In the last five years, California has seen a dramatic increase in the number of employment-related class action litigation cases, especially as they pertain to reimbursement of employees' business-related expenses. In fact, in the last two years, California courts have held that employees must be reimbursed for the expenses associated with: the purchase and maintenance of their uniforms, apparel and accessories; maintenance of their own tools or equipment required to complete their work; and, travel required to make daily bank deposits, moving inventory between stores, attending meetings, etc. Now, in a recent appellate court ruling, employers were given another painful reminder on just how far they are required to go to reimburse employee expenses.
The long-standing rule pertaining to employee reimbursements is set forth in California Labor Code Section 2802, which provides: "An employer shall indemnify his or her employee for all necessary expenditures or losses incurred by the employee in direct consequence of the discharge of his or her duties, or of his or her obedience to the directions of the employer, even though unlawful, unless the employee, at the time of obeying the directions, believed them to be unlawful." This means that, if an employee incurs costs associated with his/her employment, the employer is required to reimburse those expenses. If an employer fails to timely reimburse the employee, the Code allows the employee to recover: (1) all unreimbursed expenses; (2) interest on the unpaid sums; and, (3) attorneys' fees and costs associated with collecting those sums (Labor Code §2802(c)).

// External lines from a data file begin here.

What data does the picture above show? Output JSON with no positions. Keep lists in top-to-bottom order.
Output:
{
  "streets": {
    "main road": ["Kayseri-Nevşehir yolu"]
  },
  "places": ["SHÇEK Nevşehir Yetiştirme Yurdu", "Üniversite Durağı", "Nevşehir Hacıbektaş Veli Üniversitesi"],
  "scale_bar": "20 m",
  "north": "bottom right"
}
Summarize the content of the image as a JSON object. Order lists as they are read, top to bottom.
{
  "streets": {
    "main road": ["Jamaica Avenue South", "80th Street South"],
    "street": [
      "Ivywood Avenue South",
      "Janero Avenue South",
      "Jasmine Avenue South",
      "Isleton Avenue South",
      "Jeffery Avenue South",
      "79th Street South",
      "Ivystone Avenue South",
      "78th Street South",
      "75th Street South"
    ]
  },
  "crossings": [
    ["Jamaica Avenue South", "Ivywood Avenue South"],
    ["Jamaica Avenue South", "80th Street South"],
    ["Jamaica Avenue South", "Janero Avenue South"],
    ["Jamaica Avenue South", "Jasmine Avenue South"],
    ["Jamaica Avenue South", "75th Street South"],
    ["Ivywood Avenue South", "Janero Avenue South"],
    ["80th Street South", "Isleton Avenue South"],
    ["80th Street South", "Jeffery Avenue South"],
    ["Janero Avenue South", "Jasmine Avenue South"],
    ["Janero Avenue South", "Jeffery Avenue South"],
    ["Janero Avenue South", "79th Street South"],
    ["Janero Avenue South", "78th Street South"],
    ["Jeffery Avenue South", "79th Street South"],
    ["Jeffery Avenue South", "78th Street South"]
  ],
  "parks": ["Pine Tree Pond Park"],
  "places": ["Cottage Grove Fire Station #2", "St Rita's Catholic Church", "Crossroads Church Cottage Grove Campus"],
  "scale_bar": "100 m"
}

In August 2014, a Court of Appeal handed down an unprecedented decision dealing with an employer's obligation to reimburse its employees for the business use of their personal cell phones. The case boiled down to one central issue (quoted from the case):
Does an employer always have to reimburse an employee for the reasonable expense of the mandatory use of a personal cell phone, or is the reimbursement obligation limited to the situation in which the employee incurred an extra expense that he or she would not have otherwise incurred absent the job? The answer is that reimbursement is always required. Otherwise, the employer would receive a windfall because it would be passing its operating expenses onto the employee. Thus, to be in compliance with section 2802, the employer must pay some reasonable percentage of the employee's cell phone bill.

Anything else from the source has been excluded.